Matt kukla and my man Nate Kukla. Grand Buffet. Ciggarette beach.
Oh oh oh oh oh oh
Oh my god youre weird.
Oh oh oh oh oh oh
Oh my god youre weird.
Oh oh oh oh oh oh
Oh my god youre weird.
Oh oh oh oh oh oh
Oh my god youre weird.
I wanna be a camp counselor with full benefits.
Your son or daughter has a dog bite, I got a tourniquet.
I earned a bit of credit and tonight Im gonna cash it in.
Not a flashy guy by any means but Im sparkling.
Darkening days bring out my harlequin side.
I never sailed a hardship, I been to plent of innertubes.
Divided by the desire for city-life and solitude.
Hollow out a loaf of bread and fill it with cheese cube.

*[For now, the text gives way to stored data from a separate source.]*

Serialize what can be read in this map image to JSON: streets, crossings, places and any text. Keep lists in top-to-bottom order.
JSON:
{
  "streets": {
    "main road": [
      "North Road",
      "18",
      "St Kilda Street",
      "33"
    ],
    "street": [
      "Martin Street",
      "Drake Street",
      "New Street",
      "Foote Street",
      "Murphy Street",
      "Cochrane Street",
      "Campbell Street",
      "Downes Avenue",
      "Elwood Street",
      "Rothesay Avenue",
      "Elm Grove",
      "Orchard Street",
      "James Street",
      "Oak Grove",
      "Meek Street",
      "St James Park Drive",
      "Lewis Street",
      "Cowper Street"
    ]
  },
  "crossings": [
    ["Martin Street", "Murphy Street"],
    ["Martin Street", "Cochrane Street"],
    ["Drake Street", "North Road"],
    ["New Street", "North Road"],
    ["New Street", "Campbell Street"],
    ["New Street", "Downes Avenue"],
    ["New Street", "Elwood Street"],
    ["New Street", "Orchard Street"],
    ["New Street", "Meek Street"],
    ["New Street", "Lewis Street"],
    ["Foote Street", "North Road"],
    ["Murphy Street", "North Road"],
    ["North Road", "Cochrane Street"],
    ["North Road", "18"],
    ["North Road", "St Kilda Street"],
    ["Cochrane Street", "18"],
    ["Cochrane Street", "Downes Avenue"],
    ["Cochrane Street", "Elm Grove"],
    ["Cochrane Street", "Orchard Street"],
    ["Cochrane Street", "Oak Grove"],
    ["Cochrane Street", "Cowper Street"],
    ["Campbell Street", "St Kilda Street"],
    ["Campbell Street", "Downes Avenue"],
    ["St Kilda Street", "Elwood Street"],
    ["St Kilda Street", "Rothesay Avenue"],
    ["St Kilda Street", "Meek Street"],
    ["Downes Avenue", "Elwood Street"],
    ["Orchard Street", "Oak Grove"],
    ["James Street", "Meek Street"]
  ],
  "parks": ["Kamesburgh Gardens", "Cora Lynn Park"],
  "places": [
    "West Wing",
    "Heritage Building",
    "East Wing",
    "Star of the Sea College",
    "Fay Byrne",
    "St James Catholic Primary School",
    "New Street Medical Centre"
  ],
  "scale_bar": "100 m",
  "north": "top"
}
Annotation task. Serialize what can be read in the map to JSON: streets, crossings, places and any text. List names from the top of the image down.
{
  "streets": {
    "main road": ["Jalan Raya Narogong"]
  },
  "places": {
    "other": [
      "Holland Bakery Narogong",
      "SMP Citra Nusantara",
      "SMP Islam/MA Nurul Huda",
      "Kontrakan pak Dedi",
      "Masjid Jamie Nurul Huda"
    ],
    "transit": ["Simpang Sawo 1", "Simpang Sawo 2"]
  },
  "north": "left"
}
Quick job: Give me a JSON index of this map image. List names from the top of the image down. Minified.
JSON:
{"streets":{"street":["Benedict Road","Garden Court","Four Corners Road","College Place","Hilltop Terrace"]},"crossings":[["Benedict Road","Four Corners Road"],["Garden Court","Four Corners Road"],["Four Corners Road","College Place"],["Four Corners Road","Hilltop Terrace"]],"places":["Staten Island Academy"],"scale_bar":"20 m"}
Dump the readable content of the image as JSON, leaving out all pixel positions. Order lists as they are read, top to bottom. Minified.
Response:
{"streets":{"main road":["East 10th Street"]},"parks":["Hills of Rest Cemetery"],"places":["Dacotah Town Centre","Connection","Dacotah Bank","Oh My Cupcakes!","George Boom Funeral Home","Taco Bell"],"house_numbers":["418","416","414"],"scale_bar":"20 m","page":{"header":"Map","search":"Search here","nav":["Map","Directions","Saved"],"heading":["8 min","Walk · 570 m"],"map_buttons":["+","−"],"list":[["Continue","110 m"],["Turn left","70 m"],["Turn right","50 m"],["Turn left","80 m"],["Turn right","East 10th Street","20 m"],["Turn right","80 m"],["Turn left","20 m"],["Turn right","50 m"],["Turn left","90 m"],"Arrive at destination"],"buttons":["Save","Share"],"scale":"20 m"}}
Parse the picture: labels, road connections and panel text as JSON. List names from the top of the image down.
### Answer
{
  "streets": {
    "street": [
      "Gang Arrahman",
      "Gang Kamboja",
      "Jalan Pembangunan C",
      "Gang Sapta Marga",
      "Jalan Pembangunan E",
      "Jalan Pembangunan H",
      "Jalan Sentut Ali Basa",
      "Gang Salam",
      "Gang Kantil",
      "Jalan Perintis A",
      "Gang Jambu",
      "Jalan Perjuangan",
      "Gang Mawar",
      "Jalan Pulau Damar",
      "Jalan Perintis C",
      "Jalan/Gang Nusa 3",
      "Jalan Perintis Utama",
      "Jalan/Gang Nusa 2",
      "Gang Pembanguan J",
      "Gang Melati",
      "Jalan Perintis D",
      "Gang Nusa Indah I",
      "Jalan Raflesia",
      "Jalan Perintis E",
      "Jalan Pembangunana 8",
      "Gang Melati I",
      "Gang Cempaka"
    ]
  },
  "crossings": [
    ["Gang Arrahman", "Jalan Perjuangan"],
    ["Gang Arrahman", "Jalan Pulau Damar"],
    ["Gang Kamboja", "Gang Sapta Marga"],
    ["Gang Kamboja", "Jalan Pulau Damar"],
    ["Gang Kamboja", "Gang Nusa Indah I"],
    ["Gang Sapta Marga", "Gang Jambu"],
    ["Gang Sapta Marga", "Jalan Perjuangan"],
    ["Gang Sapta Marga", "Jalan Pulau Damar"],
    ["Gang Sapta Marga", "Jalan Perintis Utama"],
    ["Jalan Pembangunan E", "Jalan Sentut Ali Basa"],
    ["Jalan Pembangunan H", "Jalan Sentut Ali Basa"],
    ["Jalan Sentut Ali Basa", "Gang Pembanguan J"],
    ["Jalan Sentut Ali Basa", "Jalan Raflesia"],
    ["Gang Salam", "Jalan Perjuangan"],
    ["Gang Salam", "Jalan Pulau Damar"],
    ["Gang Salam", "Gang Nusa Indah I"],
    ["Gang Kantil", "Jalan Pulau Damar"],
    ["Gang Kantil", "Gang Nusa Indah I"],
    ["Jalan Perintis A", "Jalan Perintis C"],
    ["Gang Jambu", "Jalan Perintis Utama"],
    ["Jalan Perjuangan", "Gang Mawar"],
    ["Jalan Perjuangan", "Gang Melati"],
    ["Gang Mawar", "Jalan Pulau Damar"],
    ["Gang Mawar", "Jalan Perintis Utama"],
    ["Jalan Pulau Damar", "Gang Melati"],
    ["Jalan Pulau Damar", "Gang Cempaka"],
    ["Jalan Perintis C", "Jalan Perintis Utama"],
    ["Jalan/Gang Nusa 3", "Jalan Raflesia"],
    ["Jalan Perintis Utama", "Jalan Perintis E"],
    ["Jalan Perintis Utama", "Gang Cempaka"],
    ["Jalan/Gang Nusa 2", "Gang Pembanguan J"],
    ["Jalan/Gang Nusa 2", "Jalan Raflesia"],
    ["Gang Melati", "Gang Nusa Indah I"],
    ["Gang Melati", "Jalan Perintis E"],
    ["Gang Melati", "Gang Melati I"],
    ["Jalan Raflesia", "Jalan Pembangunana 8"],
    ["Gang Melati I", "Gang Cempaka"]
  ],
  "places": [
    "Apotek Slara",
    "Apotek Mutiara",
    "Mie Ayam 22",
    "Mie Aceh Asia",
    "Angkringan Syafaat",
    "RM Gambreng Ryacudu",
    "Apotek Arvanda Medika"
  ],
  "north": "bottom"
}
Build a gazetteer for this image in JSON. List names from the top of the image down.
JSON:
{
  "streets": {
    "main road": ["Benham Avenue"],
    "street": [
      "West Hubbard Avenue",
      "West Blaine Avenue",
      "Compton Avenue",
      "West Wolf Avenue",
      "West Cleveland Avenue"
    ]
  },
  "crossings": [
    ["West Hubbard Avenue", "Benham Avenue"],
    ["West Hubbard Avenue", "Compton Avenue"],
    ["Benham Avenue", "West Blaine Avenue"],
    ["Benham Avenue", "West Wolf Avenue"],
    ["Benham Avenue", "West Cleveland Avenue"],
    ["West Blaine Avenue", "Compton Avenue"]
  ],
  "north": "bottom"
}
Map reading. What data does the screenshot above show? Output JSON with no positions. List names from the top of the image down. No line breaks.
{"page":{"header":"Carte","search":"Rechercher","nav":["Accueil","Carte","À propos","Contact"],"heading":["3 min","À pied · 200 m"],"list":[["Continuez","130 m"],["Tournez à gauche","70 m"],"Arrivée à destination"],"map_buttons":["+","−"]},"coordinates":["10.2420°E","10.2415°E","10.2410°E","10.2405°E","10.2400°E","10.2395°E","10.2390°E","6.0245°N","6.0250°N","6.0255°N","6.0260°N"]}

Add white wine and bake it in the oven for a fondue.
Oh oh oh oh oh oh
Oh my god youre weird.
Oh oh oh oh oh oh
Oh my god youre weird.
Oh oh oh oh oh oh
Oh my god youre weird.
Oh oh oh oh oh oh
Oh my god youre weird.
Ill now began to bestow. The wet blankets are mad that the antithesis of what they symbolize is looking double bad.
Situated inside a swan-shaped paddle boat.
Smoothly navigating the lights at the end of your telescope.
Zoom in really close, youll notice no tan lines.
For the next four bars Im gonna say it with hand signs.
Nate Kukla. Nineteen ninety seven.
Big smiles to JJ Crisp.
Good quality products.
Dudes who wear orange and pink shirts.
A lot of people are are really uh bagging on the president right now.
You think you can do his job?
I dont think so. Show some fucking respect.